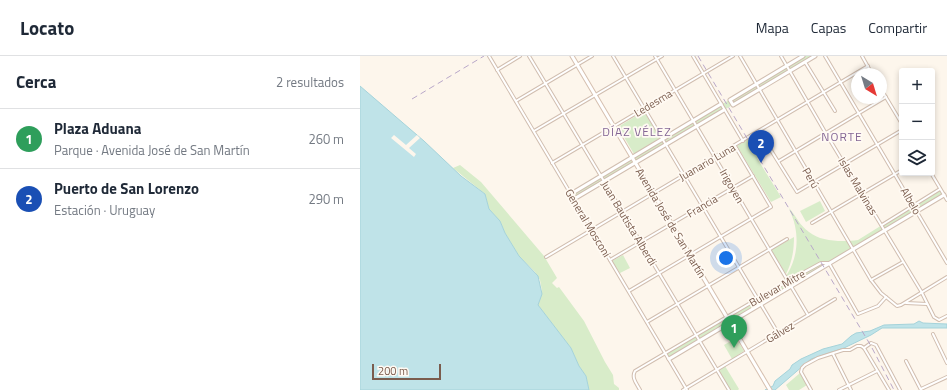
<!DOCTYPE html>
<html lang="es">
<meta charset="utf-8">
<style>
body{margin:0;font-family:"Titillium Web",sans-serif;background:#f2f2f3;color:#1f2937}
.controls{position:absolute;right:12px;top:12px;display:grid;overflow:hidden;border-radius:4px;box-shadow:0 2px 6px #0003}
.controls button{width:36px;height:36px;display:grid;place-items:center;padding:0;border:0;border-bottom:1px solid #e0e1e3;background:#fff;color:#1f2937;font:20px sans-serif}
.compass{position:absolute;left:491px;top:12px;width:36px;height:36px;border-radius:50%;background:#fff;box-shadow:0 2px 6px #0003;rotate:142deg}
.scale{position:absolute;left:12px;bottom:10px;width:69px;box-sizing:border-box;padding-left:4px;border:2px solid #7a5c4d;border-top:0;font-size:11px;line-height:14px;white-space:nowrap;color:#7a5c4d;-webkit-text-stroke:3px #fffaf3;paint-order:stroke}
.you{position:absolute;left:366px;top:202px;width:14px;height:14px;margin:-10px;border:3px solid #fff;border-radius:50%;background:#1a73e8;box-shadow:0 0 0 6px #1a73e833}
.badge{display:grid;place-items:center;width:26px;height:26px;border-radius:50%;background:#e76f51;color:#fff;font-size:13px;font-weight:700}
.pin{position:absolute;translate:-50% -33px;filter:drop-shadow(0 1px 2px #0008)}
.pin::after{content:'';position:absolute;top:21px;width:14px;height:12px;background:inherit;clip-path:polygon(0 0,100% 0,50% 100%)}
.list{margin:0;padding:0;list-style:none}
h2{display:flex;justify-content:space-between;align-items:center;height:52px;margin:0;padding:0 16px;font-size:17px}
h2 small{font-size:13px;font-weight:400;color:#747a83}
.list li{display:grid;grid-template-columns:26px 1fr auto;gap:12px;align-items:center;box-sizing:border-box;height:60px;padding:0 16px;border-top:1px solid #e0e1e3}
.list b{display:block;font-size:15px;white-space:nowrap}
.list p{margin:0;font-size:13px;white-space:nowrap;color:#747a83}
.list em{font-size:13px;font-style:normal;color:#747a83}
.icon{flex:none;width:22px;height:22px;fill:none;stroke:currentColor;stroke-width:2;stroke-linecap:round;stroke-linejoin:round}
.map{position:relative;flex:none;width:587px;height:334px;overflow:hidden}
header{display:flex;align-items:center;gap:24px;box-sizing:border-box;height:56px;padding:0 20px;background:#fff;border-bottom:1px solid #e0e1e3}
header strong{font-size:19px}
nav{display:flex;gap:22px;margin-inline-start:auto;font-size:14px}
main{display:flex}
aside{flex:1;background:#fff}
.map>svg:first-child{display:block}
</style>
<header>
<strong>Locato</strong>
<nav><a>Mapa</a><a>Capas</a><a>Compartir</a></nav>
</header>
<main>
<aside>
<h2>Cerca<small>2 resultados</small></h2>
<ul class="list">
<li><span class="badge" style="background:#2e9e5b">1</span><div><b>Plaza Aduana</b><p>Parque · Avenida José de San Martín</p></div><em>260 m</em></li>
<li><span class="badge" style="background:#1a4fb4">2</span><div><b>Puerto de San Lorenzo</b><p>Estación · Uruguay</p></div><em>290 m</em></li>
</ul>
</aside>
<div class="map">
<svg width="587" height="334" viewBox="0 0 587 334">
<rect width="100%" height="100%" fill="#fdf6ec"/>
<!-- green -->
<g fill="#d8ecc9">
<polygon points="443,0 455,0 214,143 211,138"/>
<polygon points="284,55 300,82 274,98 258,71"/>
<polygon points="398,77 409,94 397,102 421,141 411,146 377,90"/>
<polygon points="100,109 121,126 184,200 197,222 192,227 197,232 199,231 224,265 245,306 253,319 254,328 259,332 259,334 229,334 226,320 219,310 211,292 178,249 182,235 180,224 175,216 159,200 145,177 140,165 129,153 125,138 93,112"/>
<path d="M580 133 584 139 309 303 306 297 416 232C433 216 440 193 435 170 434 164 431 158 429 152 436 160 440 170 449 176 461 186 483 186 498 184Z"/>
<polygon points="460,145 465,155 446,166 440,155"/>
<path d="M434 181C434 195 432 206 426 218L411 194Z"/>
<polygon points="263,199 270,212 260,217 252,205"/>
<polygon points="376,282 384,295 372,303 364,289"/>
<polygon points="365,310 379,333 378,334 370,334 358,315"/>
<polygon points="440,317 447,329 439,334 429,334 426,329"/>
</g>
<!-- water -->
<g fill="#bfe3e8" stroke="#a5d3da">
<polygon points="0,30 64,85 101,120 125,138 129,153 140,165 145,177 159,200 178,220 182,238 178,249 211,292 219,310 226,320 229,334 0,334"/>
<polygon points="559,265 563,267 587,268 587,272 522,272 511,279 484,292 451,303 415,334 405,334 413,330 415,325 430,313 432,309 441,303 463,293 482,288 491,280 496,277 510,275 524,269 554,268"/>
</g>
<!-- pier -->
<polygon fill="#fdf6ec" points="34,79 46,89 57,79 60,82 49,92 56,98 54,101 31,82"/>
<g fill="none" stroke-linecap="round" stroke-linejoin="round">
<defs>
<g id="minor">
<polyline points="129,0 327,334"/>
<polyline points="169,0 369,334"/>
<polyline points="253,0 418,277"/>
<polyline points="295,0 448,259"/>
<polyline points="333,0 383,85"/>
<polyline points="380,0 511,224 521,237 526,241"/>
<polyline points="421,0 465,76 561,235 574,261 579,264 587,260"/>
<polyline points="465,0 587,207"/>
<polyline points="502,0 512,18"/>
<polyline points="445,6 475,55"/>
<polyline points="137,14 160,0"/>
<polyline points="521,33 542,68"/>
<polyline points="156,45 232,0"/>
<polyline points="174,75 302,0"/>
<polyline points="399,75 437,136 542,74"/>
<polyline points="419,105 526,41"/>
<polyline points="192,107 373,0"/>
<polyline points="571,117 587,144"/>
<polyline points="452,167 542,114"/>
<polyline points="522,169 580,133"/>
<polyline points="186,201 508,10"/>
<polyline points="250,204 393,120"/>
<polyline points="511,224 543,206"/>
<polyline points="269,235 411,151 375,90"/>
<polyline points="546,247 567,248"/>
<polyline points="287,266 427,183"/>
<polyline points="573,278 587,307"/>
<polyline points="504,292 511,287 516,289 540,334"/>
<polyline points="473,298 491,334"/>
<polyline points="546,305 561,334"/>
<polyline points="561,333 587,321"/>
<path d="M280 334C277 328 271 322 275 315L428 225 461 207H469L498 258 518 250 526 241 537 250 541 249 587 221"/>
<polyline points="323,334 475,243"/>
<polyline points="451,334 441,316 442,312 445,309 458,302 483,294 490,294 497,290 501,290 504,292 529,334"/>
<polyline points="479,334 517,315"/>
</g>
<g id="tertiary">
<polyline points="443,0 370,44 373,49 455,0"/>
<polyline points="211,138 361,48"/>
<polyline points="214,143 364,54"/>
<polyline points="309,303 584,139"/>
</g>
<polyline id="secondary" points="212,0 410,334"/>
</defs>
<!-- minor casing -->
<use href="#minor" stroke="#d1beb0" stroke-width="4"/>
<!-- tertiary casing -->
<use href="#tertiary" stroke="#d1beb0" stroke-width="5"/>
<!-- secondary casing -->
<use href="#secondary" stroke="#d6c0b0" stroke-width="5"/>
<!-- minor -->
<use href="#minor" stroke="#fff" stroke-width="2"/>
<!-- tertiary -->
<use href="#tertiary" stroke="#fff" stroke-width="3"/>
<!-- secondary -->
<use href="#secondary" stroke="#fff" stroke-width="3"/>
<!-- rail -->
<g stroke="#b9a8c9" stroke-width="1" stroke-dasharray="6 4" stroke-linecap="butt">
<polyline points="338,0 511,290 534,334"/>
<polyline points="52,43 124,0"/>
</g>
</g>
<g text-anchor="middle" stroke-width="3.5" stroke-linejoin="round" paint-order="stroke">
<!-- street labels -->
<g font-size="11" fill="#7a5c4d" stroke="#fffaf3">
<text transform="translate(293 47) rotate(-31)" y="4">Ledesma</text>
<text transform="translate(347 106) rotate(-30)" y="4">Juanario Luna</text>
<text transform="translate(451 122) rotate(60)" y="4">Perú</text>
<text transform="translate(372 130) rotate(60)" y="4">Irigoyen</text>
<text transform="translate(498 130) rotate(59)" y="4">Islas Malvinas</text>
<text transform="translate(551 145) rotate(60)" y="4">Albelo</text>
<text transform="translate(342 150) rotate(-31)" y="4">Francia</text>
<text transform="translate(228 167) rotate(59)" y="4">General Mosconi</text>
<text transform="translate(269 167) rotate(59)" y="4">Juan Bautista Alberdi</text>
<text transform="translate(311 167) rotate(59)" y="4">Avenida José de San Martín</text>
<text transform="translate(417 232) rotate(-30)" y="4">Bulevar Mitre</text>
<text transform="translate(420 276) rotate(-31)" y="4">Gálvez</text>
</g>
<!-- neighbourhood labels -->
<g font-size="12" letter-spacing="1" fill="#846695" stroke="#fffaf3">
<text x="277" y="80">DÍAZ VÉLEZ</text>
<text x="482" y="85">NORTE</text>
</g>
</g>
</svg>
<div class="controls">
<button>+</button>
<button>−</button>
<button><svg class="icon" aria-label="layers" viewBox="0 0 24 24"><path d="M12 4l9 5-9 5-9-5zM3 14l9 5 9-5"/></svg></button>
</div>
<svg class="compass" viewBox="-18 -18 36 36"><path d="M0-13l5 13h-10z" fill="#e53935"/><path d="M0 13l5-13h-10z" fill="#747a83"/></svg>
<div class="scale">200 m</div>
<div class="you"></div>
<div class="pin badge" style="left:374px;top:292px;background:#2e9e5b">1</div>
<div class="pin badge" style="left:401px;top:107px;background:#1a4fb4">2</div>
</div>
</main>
^^^^^^^^^^^^^^^^
▶ **Your goal**: Please return each line of the listing above that contains "linecap".

▶ **Result below**:
.icon{flex:none;width:22px;height:22px;fill:none;stroke:currentColor;stroke-width:2;stroke-linecap:round;stroke-linejoin:round}
<g fill="none" stroke-linecap="round" stroke-linejoin="round">
<g stroke="#b9a8c9" stroke-width="1" stroke-dasharray="6 4" stroke-linecap="butt">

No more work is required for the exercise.